Arcand hopes for Tea Party upset in GOP primary battle
Republican Allan Arcand shares the same political party and hometown as Michigan’s 1st District Representative Dan Benishek, but in terms of political views there are differences. It is those differences that prompted Arcand to run against Benishek in August’s primary election.
Arcand visited the Alpena County George N. Fletcher Library in Alpena Wednesday to talk about his background, where he stands politically and what he hopes to accomplish if he survives the primary and general election in November.
Arcand is hoping to ride a wave of tea party success which showed when House Majority Leader Eric Cantor was defeated in the Virginia primary by Tea Party darling David Brat. Tuesday the Tea Party wasn’t as successful, as the incumbents held off its challenge, but still the vote numbers were solid and Arcand believes a victory Benishek could be had with the increasing support for the Tea Party’s platform.
“Eric Cantor was slaughtered by Brat and it proves that if that can happen in Virginia it can happen in Michigan too,” Arcand said. “Look how close it was in Missouri last night. The incumbent had to pull out the big guns to do it.”
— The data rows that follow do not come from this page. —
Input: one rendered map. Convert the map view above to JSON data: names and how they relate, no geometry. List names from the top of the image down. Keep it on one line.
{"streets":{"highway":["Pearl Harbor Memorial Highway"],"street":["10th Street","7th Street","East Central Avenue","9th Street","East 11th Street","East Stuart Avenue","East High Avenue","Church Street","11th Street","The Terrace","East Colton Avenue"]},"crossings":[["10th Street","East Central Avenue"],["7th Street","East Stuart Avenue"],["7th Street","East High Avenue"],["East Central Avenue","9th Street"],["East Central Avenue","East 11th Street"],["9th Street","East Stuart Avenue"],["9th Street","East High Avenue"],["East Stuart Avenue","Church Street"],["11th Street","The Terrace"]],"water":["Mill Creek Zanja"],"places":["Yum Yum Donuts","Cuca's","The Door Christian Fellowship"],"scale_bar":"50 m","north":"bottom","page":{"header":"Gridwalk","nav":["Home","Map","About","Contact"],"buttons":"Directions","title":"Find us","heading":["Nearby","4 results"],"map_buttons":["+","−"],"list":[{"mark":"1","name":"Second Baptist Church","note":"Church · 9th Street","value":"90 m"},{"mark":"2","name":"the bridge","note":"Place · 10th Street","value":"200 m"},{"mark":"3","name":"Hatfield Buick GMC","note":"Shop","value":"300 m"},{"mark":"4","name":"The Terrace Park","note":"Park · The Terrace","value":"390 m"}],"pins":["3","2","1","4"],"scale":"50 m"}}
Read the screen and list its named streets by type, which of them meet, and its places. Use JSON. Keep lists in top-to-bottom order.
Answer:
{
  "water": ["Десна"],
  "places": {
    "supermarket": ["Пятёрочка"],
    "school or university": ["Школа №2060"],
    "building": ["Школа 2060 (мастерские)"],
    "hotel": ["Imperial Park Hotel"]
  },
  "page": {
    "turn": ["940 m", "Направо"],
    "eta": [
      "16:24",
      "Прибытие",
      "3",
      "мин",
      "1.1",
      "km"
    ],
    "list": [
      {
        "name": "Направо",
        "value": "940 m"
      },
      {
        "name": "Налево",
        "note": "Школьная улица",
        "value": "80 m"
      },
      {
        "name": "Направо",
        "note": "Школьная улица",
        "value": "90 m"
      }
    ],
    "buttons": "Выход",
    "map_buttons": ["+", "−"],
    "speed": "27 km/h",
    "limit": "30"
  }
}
Growing up in Iron River and joining the Air Force, Arcand said he made a pledge to protect the country, not just on the battlefield, but also at home. He said like many others he is not pleased with how business is being conducted in Washington D.C. and as a result decided to make an effort to serve his country again, but in a different manner.
“I took an oath to support and defend the constitution and right now people aren’t defending it the way they should. There are people trampling on it and voting away our rights,” Arcand said. “I have three boys and the way I see it is our children aren’t going to get anything and it is our duty to stand up and fight for the next generation. People just aren’t doing it. They complain a lot about it, but the only way to get that type of change is to get involved. I’m ready to do my part and get involved. I’m not going to sit on the sideline.”
Arcand admitted the country is fractured into two parts from the highest level in Washington, to debates among friends regarding political views. He said the one thing everyone seems to share is a love for America and because of that connection, may be able to find common ground moving forward.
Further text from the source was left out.